____ Given data
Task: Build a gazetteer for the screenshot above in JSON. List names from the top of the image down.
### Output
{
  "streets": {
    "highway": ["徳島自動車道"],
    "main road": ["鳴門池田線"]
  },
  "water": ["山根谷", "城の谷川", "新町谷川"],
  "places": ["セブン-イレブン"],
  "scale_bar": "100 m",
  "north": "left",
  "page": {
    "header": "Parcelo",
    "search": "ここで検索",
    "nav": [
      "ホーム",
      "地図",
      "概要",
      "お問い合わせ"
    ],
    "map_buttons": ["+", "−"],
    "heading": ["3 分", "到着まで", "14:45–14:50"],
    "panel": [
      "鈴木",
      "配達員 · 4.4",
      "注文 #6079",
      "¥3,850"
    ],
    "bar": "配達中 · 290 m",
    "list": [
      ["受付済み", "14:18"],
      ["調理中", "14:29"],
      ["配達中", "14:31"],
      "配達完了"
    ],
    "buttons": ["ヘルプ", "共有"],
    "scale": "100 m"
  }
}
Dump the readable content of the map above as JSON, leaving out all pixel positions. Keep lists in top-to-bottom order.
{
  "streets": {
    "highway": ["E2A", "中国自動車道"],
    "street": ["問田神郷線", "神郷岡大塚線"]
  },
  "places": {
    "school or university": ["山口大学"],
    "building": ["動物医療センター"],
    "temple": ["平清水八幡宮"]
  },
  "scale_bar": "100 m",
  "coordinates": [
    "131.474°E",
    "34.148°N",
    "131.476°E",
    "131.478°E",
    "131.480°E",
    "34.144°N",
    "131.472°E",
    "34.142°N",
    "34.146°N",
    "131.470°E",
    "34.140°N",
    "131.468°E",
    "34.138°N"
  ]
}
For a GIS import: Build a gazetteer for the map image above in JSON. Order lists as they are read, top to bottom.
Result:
________
Work required: Without any alteration, repeat each entry shown above.

Result:
Task: Build a gazetteer for the screenshot above in JSON. List names from the top of the image down.
### Output
{
  "streets": {
    "highway": ["徳島自動車道"],
    "main road": ["鳴門池田線"]
  },
  "water": ["山根谷", "城の谷川", "新町谷川"],
  "places": ["セブン-イレブン"],
  "scale_bar": "100 m",
  "north": "left",
  "page": {
    "header": "Parcelo",
    "search": "ここで検索",
    "nav": [
      "ホーム",
      "地図",
      "概要",
      "お問い合わせ"
    ],
    "map_buttons": ["+", "−"],
    "heading": ["3 分", "到着まで", "14:45–14:50"],
    "panel": [
      "鈴木",
      "配達員 · 4.4",
      "注文 #6079",
      "¥3,850"
    ],
    "bar": "配達中 · 290 m",
    "list": [
      ["受付済み", "14:18"],
      ["調理中", "14:29"],
      ["配達中", "14:31"],
      "配達完了"
    ],
    "buttons": ["ヘルプ", "共有"],
    "scale": "100 m"
  }
}
Dump the readable content of the map above as JSON, leaving out all pixel positions. Keep lists in top-to-bottom order.
{
  "streets": {
    "highway": ["E2A", "中国自動車道"],
    "street": ["問田神郷線", "神郷岡大塚線"]
  },
  "places": {
    "school or university": ["山口大学"],
    "building": ["動物医療センター"],
    "temple": ["平清水八幡宮"]
  },
  "scale_bar": "100 m",
  "coordinates": [
    "131.474°E",
    "34.148°N",
    "131.476°E",
    "131.478°E",
    "131.480°E",
    "34.144°N",
    "131.472°E",
    "34.142°N",
    "34.146°N",
    "131.470°E",
    "34.140°N",
    "131.468°E",
    "34.138°N"
  ]
}
For a GIS import: Build a gazetteer for the map image above in JSON. Order lists as they are read, top to bottom.
Result:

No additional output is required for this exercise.